▶ **THE TASK**
Pull every line that includes the word "radius" out of the data below and copy it.

:::::

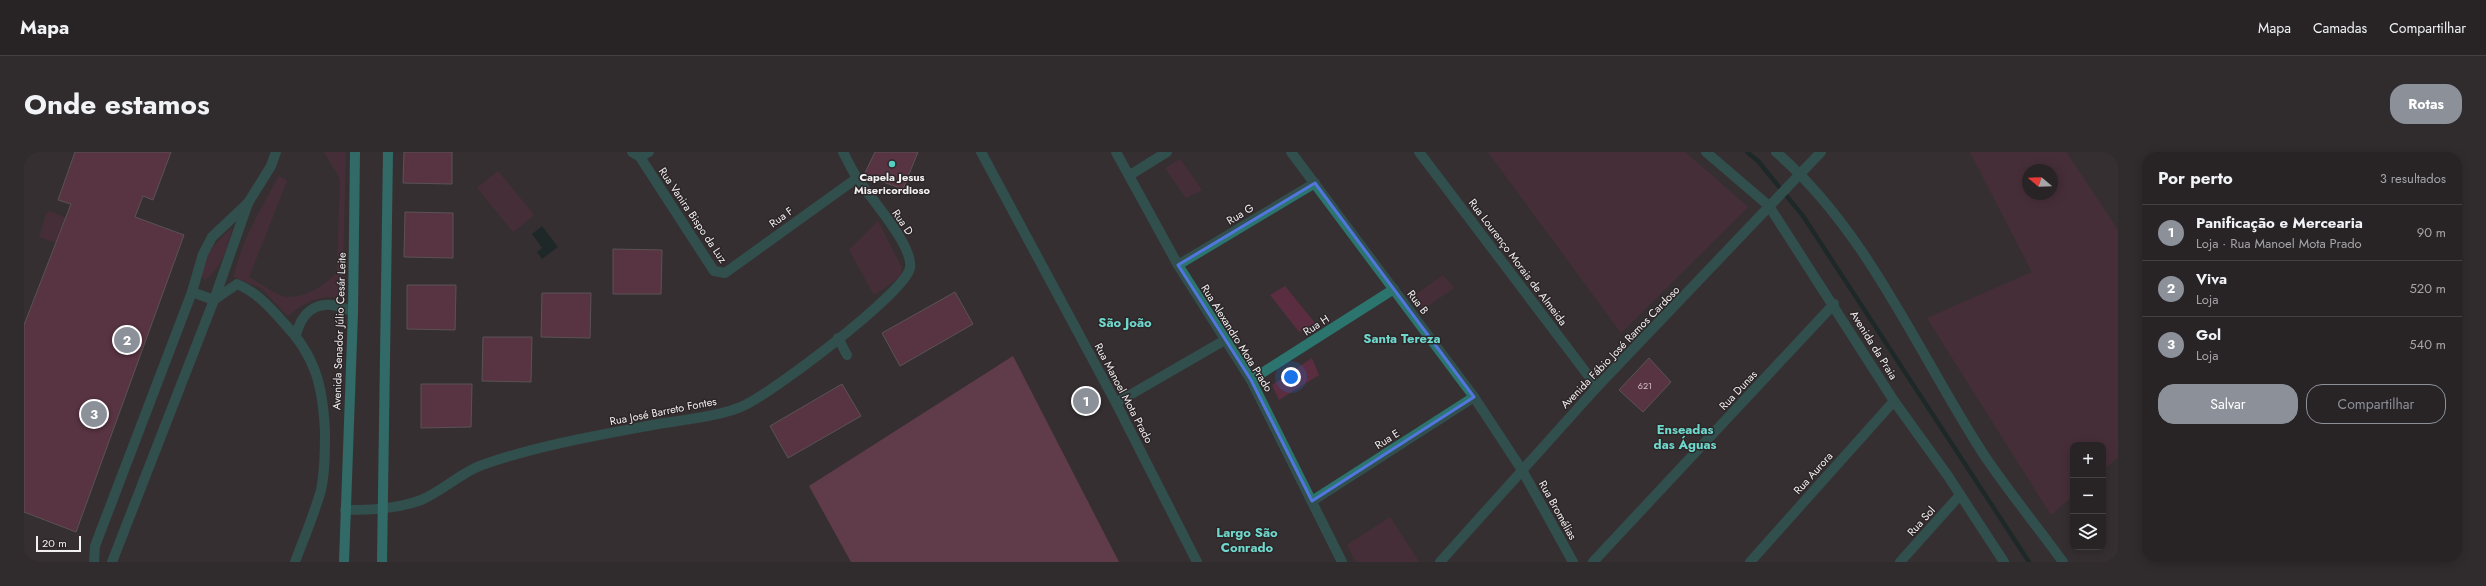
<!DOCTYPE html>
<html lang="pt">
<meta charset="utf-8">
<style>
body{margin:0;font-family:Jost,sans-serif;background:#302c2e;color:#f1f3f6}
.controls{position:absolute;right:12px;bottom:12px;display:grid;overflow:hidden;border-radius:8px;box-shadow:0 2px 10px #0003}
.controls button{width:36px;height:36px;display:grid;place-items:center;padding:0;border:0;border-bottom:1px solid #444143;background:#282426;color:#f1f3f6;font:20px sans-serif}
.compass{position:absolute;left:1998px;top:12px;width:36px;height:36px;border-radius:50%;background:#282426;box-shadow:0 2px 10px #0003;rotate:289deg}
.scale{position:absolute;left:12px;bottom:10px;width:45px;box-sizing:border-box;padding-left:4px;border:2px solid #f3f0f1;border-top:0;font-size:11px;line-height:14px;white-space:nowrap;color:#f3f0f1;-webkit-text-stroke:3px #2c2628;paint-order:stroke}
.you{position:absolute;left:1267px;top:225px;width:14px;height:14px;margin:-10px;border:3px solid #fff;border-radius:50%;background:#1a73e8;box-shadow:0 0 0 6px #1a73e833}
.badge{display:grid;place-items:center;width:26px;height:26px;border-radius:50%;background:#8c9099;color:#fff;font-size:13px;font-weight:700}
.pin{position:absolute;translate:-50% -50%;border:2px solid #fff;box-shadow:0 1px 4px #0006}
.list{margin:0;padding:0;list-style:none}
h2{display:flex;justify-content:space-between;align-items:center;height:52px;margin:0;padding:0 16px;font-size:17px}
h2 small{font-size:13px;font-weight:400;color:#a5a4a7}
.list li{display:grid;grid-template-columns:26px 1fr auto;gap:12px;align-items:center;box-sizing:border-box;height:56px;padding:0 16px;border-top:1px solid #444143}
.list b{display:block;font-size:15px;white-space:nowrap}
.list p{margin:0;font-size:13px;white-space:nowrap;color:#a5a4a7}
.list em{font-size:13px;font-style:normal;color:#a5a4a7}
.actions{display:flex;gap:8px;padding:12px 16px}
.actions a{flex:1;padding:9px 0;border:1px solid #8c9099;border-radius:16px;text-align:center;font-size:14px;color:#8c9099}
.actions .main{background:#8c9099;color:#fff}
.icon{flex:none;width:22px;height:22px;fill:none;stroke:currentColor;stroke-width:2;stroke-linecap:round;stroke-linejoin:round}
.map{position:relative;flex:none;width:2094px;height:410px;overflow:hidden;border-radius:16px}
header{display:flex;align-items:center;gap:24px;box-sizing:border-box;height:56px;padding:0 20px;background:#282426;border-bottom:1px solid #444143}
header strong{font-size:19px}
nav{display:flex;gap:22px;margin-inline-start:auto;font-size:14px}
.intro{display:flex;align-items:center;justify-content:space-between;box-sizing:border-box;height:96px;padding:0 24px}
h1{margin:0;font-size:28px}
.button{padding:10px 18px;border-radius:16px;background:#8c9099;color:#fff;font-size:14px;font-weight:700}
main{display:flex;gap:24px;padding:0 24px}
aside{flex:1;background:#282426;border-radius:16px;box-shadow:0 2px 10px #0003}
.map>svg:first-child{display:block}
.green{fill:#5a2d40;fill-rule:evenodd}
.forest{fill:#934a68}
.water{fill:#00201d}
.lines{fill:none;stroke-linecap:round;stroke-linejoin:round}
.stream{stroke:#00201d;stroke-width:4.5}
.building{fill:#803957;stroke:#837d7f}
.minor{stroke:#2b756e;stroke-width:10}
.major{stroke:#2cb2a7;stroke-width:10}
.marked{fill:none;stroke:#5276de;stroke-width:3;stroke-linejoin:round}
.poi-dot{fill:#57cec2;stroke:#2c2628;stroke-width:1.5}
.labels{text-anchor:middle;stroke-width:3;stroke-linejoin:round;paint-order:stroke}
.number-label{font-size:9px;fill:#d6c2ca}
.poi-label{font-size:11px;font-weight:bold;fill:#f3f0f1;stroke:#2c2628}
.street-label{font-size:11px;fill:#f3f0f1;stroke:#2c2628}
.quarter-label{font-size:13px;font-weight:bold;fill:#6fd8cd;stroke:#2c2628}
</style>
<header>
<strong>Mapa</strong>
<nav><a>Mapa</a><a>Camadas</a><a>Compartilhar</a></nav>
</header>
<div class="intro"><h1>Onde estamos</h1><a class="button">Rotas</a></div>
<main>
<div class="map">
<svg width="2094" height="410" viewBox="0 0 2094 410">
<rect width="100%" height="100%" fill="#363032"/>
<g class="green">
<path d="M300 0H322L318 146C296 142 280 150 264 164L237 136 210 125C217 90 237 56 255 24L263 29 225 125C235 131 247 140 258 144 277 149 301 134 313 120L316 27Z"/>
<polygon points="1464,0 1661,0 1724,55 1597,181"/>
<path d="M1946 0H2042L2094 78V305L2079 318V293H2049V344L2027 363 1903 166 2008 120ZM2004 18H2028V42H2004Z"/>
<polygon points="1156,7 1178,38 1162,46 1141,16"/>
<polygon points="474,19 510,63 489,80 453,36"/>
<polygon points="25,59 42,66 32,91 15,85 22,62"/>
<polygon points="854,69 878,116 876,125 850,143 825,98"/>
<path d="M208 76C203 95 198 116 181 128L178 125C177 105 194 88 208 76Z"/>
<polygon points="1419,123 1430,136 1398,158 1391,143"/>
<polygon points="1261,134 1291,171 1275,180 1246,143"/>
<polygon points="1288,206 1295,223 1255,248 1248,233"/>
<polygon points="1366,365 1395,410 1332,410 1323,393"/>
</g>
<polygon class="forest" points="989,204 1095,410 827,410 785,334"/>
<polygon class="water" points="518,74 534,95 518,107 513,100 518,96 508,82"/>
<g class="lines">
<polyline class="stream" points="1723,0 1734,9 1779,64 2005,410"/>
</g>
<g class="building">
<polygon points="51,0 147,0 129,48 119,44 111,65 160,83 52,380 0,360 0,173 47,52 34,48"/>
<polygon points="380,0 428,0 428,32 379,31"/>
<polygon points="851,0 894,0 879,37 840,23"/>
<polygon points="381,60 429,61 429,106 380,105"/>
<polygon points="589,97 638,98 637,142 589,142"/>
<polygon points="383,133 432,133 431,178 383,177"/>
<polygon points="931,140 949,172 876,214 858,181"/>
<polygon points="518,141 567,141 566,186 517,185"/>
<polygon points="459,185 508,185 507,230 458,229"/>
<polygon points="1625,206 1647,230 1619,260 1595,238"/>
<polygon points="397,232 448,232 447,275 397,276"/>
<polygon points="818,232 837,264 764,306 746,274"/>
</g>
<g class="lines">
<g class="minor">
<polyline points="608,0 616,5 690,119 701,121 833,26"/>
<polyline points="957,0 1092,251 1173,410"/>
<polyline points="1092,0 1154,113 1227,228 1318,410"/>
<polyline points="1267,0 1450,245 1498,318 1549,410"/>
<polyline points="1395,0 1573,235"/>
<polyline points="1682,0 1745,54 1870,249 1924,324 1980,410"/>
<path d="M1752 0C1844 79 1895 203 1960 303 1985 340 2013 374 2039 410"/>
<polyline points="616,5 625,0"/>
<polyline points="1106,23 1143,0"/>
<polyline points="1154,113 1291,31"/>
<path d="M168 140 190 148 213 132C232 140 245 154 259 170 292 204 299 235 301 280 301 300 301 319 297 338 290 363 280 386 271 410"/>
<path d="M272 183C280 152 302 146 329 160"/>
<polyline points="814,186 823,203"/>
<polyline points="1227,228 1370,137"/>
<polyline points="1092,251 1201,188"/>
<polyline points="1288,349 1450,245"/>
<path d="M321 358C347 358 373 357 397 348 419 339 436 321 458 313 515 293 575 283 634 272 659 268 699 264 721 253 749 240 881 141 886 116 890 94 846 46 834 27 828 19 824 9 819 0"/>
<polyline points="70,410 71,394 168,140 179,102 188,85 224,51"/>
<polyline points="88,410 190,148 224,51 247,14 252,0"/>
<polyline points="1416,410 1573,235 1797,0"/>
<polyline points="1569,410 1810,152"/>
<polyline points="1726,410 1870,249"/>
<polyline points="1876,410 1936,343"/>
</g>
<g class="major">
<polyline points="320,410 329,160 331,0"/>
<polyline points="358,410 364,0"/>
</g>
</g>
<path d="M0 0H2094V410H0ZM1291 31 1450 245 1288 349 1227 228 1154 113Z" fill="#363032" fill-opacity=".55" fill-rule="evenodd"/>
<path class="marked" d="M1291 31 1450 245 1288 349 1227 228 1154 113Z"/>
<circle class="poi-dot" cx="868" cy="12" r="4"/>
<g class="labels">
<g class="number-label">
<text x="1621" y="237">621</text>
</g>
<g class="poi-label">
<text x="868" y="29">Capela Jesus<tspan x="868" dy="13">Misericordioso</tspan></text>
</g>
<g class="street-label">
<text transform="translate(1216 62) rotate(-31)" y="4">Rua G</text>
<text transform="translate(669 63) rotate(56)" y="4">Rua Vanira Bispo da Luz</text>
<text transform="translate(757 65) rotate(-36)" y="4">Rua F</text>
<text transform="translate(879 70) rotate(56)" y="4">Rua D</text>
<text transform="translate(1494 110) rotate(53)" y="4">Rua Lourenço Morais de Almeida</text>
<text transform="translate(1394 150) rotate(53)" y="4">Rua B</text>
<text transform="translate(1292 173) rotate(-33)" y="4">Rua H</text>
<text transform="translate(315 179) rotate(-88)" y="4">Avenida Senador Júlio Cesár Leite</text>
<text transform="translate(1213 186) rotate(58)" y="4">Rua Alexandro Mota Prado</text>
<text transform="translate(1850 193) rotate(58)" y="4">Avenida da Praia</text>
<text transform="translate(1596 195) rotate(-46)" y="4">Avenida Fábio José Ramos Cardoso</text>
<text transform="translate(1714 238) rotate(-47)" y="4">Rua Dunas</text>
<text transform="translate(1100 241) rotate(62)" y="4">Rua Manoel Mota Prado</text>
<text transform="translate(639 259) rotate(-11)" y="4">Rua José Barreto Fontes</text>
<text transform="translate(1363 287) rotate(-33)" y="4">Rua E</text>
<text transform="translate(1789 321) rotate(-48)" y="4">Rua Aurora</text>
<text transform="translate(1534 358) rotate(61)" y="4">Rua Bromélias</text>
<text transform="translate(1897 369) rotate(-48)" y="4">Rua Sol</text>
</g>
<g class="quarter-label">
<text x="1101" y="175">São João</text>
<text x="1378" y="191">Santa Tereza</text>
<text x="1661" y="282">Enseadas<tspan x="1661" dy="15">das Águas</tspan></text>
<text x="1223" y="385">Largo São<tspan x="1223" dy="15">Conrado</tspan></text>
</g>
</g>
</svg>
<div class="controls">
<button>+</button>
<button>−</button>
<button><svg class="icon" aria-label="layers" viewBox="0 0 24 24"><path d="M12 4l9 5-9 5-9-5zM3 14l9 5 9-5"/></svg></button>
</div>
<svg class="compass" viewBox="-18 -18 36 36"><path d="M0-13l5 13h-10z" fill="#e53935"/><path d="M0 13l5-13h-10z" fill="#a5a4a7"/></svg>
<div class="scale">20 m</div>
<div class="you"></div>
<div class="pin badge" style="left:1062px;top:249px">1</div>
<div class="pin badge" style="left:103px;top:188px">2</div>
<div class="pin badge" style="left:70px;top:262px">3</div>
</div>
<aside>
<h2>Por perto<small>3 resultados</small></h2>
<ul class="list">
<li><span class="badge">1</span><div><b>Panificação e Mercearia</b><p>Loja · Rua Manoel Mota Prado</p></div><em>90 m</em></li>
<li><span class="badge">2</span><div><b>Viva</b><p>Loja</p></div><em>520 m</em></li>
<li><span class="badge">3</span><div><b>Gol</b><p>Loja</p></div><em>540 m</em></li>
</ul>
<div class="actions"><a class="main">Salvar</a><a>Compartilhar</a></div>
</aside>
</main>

:::::

▶ **SOLUTION FOR THIS EXERCISE**
.controls{position:absolute;right:12px;bottom:12px;display:grid;overflow:hidden;border-radius:8px;box-shadow:0 2px 10px #0003}
.compass{position:absolute;left:1998px;top:12px;width:36px;height:36px;border-radius:50%;background:#282426;box-shadow:0 2px 10px #0003;rotate:289deg}
.you{position:absolute;left:1267px;top:225px;width:14px;height:14px;margin:-10px;border:3px solid #fff;border-radius:50%;background:#1a73e8;box-shadow:0 0 0 6px #1a73e833}
.badge{display:grid;place-items:center;width:26px;height:26px;border-radius:50%;background:#8c9099;color:#fff;font-size:13px;font-weight:700}
.actions a{flex:1;padding:9px 0;border:1px solid #8c9099;border-radius:16px;text-align:center;font-size:14px;color:#8c9099}
.map{position:relative;flex:none;width:2094px;height:410px;overflow:hidden;border-radius:16px}
.button{padding:10px 18px;border-radius:16px;background:#8c9099;color:#fff;font-size:14px;font-weight:700}
aside{flex:1;background:#282426;border-radius:16px;box-shadow:0 2px 10px #0003}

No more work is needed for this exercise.